How are integers and strings compared at a low level? Like whenever we use
int a = 11;
int b = 12;
compare(a,b); //Just an example comparison, not in any particular language.
And
String a = "11";
String b = "12";
compare(a,b);
Now what I am asking is what is the system level difference between these two comparisons?Question is not for any particular language, it's just a generic issue. It is also not regarding the string to integer conversion/comparison or vice-versa. I know that the answers might be different for different platforms and different languages, but as I have no clue about this I am just asking a generic question.
And why are integer comparisons always considered faster then string comparisons?

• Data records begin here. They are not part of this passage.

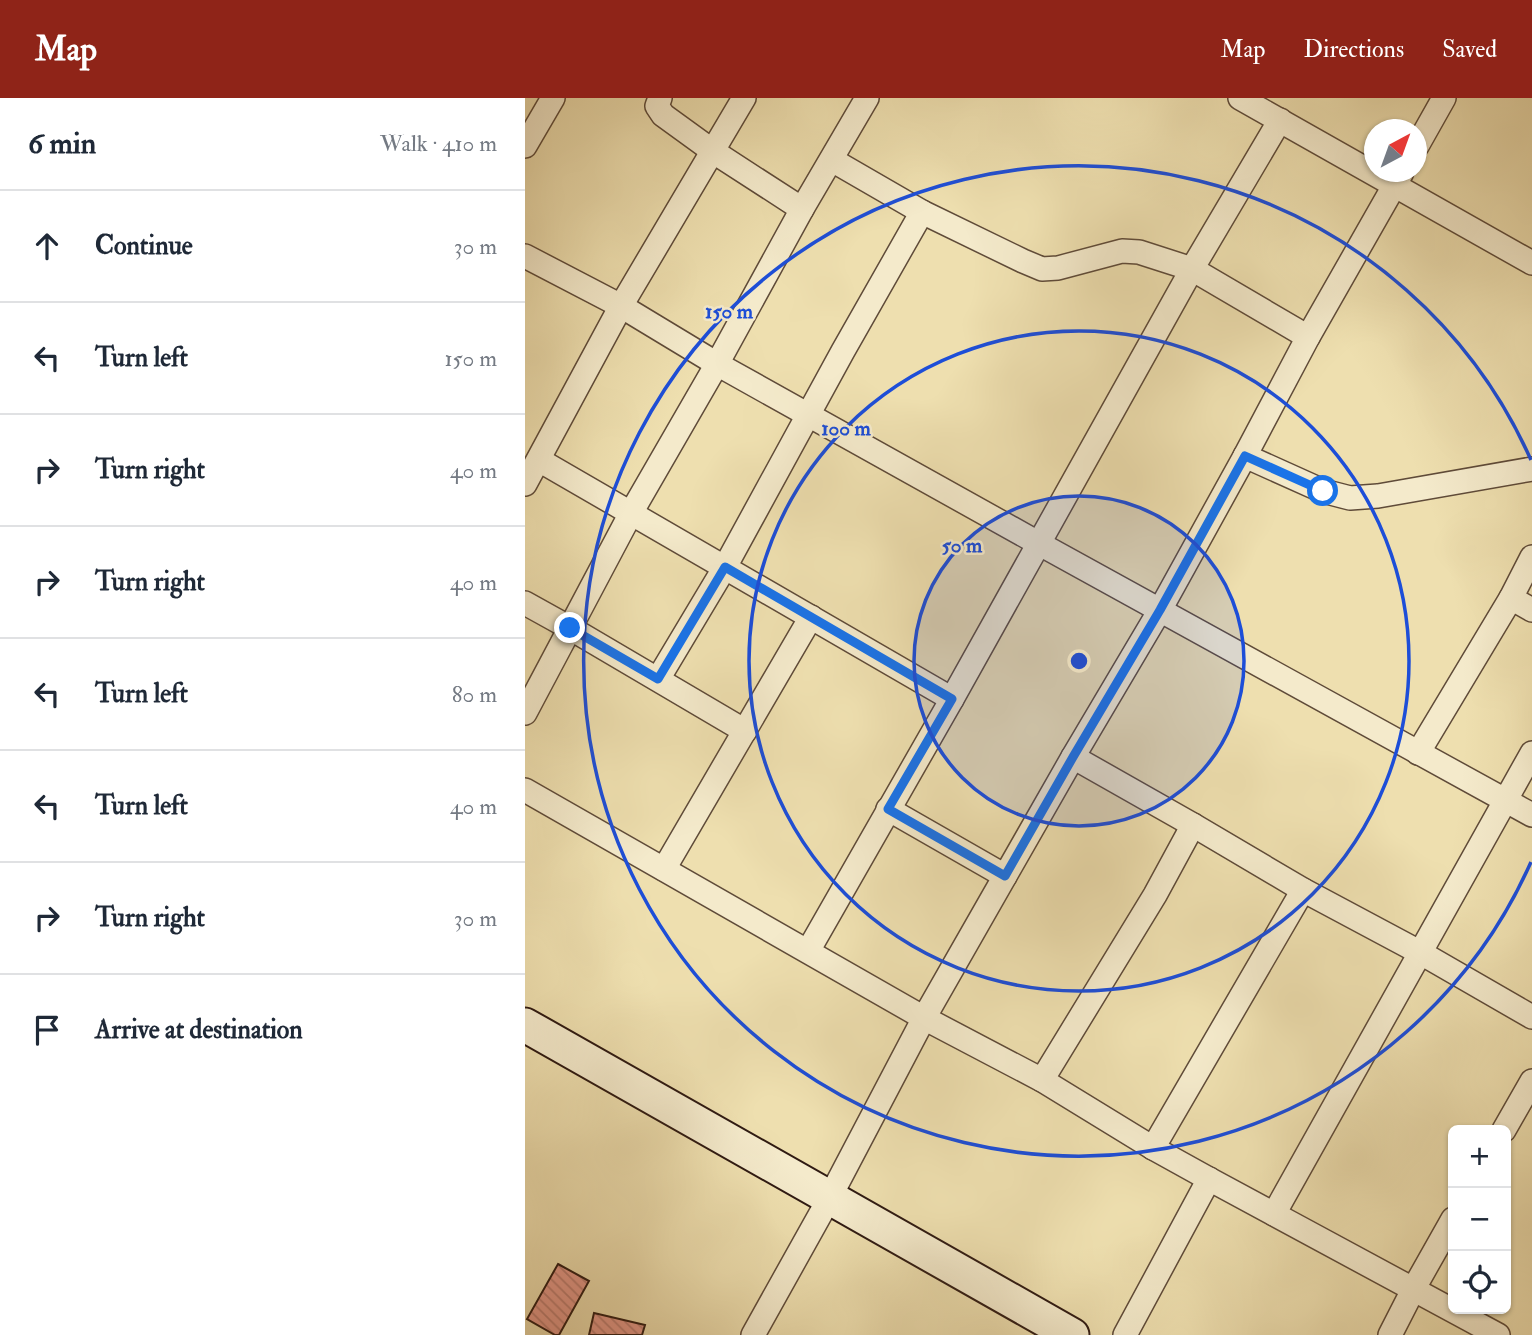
<!DOCTYPE html>
<html lang="en">
<head>
<meta charset="utf-8">
<style>
  :root { --surface:#fff; --page:#f6f6f7; --text:#1f2937; --muted:#747a83; --line:#e0e1e3; --accent:#8f2418 }
  body { margin:0; font-family:"IM FELL Double Pica",serif; background:var(--page); color:var(--text) }
  .controls { position:absolute; right:21px; bottom:21px; display:grid; overflow:hidden; border-radius:10px; box-shadow:0 2px 5px #0004 }
  .controls button { width:63px; height:63px; display:grid; place-items:center; padding:0; border:0; border-bottom:2px solid var(--line); background:var(--surface); color:var(--text); font:35px sans-serif }
  .compass { position:absolute; left:839px; top:21px; width:63px; height:63px; border-radius:50%; background:var(--surface); box-shadow:0 2px 5px #0004; rotate:41deg }
  .stop { position:absolute; width:21px; height:21px; margin:-16px; border:5px solid #1a73e8; border-radius:50%; background:#fff }
  .stop.end { background:#1a73e8; border-color:#fff; box-shadow:0 2px 7px #0008 }
  .list { margin:0; padding:0; list-style:none }
  h2 { display:flex; justify-content:space-between; align-items:center; height:91px; margin:0; padding:0 28px; font-size:30px }
  h2 small { font-size:23px; font-weight:400; color:var(--muted) }
  .list li { display:grid; grid-template-columns:46px 1fr auto; gap:21px; align-items:center; box-sizing:border-box; height:112px; padding:0 28px; border-top:2px solid var(--line) }
  .list b { display:block; font-size:26px; white-space:nowrap }
  .list em { font-size:23px; font-style:normal; color:var(--muted) }
  .icon { flex:none; width:38px; height:38px; fill:none; stroke:currentColor; stroke-width:2; stroke-linecap:round; stroke-linejoin:round }
  .map { position:relative; flex:none; width:1007px; height:1237px; overflow:hidden }
  header { display:flex; align-items:center; gap:42px; box-sizing:border-box; height:98px; padding:0 35px; background:var(--accent); color:#fff }
  header strong { font-size:33px }
  nav { display:flex; gap:38px; margin-inline-start:auto; font-size:24px }
  main { display:flex }
  aside { flex:1; background:var(--surface) }
  .map>svg:first-child { display:block }
  .building { fill:url(#building-back-hatch); stroke:#2f1a12; stroke-width:2 }
  .lines { fill:none; stroke-linecap:round; stroke-linejoin:round }
  .street-casing { stroke:#5f4b39; stroke-width:26 }
  .secondary-casing { stroke:#2f1a12; stroke-width:37 }
  .street { stroke:#f4eacb; stroke-width:23 }
  .secondary { stroke:#f4eacb; stroke-width:33 }
  .route { stroke:#1a73e8; stroke-width:9 }
  .ring { fill:none; stroke:#1d4ed8; stroke-width:3.5 }
  .centre { fill:#1d4ed8; stroke:#f4eacb; stroke-width:3.5 }
  .ring-label { font-size:21px; text-anchor:middle; font-weight:bold; fill:#1d4ed8; stroke:#f4eacb; stroke-width:5; stroke-linejoin:round; paint-order:stroke }
</style>
</head>
<body>
<header>
<strong>Map</strong>
<nav><a>Map</a><a>Directions</a><a>Saved</a></nav>
</header>
<main>
<aside>
<h2>6 min<small>Walk · 410 m</small></h2>
<ul class="list">
<li><svg class="icon" aria-label="ahead" viewBox="0 0 24 24"><path d="M12 20V5M6 11l6-6 6 6"/></svg><div><b>Continue</b></div><em>30 m</em></li>
<li><svg class="icon" aria-label="left" viewBox="0 0 24 24"><path d="M17 20v-9H6M10 6l-5 5 5 5"/></svg><div><b>Turn left</b></div><em>150 m</em></li>
<li><svg class="icon" aria-label="right" viewBox="0 0 24 24"><path d="M7 20v-9h11M14 6l5 5-5 5"/></svg><div><b>Turn right</b></div><em>40 m</em></li>
<li><svg class="icon" aria-label="right" viewBox="0 0 24 24"><path d="M7 20v-9h11M14 6l5 5-5 5"/></svg><div><b>Turn right</b></div><em>40 m</em></li>
<li><svg class="icon" aria-label="left" viewBox="0 0 24 24"><path d="M17 20v-9H6M10 6l-5 5 5 5"/></svg><div><b>Turn left</b></div><em>80 m</em></li>
<li><svg class="icon" aria-label="left" viewBox="0 0 24 24"><path d="M17 20v-9H6M10 6l-5 5 5 5"/></svg><div><b>Turn left</b></div><em>40 m</em></li>
<li><svg class="icon" aria-label="right" viewBox="0 0 24 24"><path d="M7 20v-9h11M14 6l5 5-5 5"/></svg><div><b>Turn right</b></div><em>30 m</em></li>
<li><svg class="icon" aria-label="arrive" viewBox="0 0 24 24"><path d="M6 21V4h12l-3 4 3 4H6"/></svg><div><b>Arrive at destination</b></div></li>
</ul>
</aside>
<div class="map">
<svg width="1007" height="1237" viewBox="0 0 1007 1237">
  <defs>
    <pattern id="building-back-hatch" width="6" height="6" patternUnits="userSpaceOnUse" patternTransform="scale(1.75)"><rect width="6" height="6" fill="#e4988a"/><path d="M-1 5l2 2M0 0l6 6M5-1l2 2" fill="none" stroke="#b97b6f"/></pattern>
  </defs>
  <rect width="100%" height="100%" fill="#eedfaf"/>
  <filter id="stains"><feTurbulence type="fractalNoise" baseFrequency=".00286" numOctaves="4"/><feColorMatrix values="0 0 0 0 .2 0 0 0 0 .09 0 0 0 0 .02 0 0 0 .5 -.17"/></filter>
  <radialGradient id="worn" r=".72"><stop offset=".6" stop-color="#630" stop-opacity="0"/><stop offset="1" stop-color="#630" stop-opacity=".3"/></radialGradient>
  <g class="building">
    <polygon points="33,1166 64,1183 34,1237 30,1237 2,1221"/>
    <polygon points="69,1215 120,1227 117,1237 64,1237"/>
  </g>
  <g class="lines">
    <g class="street-casing">
      <g id="street">
        <polyline points="135,0 132,8 138,17 189,54 277,111"/>
        <polyline points="715,0 1007,165"/>
        <polyline points="0,48 28,0"/>
        <polyline points="892,48 919,0"/>
        <polyline points="307,62 397,114 498,163 517,171 533,170 597,153 614,154 667,171 783,239"/>
        <polyline points="0,158 96,208 192,266 513,445 1007,717"/>
        <polyline points="720,358 798,393 825,400 853,398 1007,371"/>
        <polyline points="14,362 427,601"/>
        <polyline points="0,386 96,208 219,0"/>
        <polyline points="986,500 1007,512"/>
        <polyline points="0,505 45,530 220,633"/>
        <polyline points="133,581 200,469 318,253 397,114"/>
        <polyline points="0,615 106,415 192,266 277,111 342,0"/>
        <polyline points="893,655 986,500 1007,459"/>
        <polyline points="548,659 668,727 778,792 896,855 1007,919"/>
        <polyline points="0,692 399,920 517,982 628,1050 684,1081 973,1237"/>
        <polyline points="363,711 480,778"/>
        <polyline points="139,771 286,519"/>
        <polyline points="283,853 427,601 667,171 755,22"/>
        <polyline points="517,982 630,797 668,727"/>
        <polyline points="979,1032 1007,983"/>
        <polyline points="628,1050 778,792"/>
        <polyline points="749,1116 1007,655"/>
        <polyline points="228,1237 305,1099 399,920 548,659 635,512 720,358 783,239 877,74"/>
        <polyline points="600,1237 684,1081"/>
        <polyline points="865,1237 889,1190 928,1121"/>
      </g>
    </g>
    <g class="secondary-casing">
      <polyline id="secondary" points="0,927 547,1237"/>
    </g>
    <use href="#street" class="street"/>
    <use href="#secondary" class="secondary"/>
  </g>
  <g class="lines">
    <polyline class="route" points="45,530 133,581 200,469 427,601 363,711 480,778 548,659 635,512 720,358 798,393"/>
  </g>
  <circle cx="554" cy="563" r="165" fill="#1d4ed8" fill-opacity=".12"/>
  <g class="ring">
    <circle cx="554" cy="563" r="165"/>
    <circle cx="554" cy="563" r="330"/>
    <path d="M1006 764A495 495 0 1 1 1006 362"/>
  </g>
  <circle cx="554" cy="563" r="10" class="centre"/>
  <g class="ring-label">
    <text x="204" y="220">150 m</text>
    <text x="321" y="337">100 m</text>
    <text x="437" y="454">50 m</text>
  </g>
  <rect width="100%" height="100%" filter="url(#stains)"/>
  <rect width="100%" height="100%" fill="url(#worn)"/>
</svg>
<div class="controls">
<button>+</button>
<button>−</button>
<button><svg class="icon" aria-label="locate" viewBox="0 0 24 24"><circle cx="12" cy="12" r="6"/><path d="M12 2v4M12 18v4M2 12h4M18 12h4"/></svg></button>
</div>
<svg class="compass" viewBox="-18 -18 36 36"><path d="M0-13l5 13h-10z" fill="#e53935"/><path d="M0 13l5-13h-10z" fill="#747a83"/></svg>
<div class="stop" style="left:798px;top:393px"></div>
<div class="stop end" style="left:45px;top:530px"></div>
</div>
</main>
</body>
</html>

Typically, the string or integer (in the simplest form) is compared byte by byte.
So for the int example, that becomes the single CPU instruction:
cmp a, b
Which runs rather fast (assuming 32-bit ints, 32-bit or better processor). It's a single comparison that fits in CPU registers.
Strings, however, are more complex. At their simplest, it looks like:
foreach ( character c in string a, character d in string b )
cmp c, d
and has to loop over the entire string, character by character. If the strings are of different lengths, it has to handle that (ints are both of the same size, obviously).
At a more complex level, with locale and various character sets, each string character may be 2-4 bytes and some characters (with accents and such) may compare as equal to each other despite having different byte values. Far more handling and processing is involved, and more work almost always means slower.
The exact behavior varies by locale, character set, and language. Some languages (C#, for example) store strings with a length, while others (C) simply store an array of characters. Other languages may be designed for string processing or have optimized libraries to handle it, which can decrease the cost.
Interestingly, in theory, when working with ASCII strings, comparing strings of 3 characters or less could be roughly as fast as comparing ints. In that case, it has more to do with the amount of memory involved (strcmp
for ASCII can use memcmp
internally, which is approximately what ==
would use anyway). This may also hold true for languages which store the string length at the beginning and 0-length (empty) strings, as they can simply compare the length (which may be an int).
the integers are stored as integer values represented in binary as a single set of 1's and zeroes, taking up a couple bytes (depending on the OS)
the strings are stored as one character per digit, each one using a bit pattern in its byte.
so in your example, the strings are taking up approximately twice the amount of bytes to represent as compared to the ints.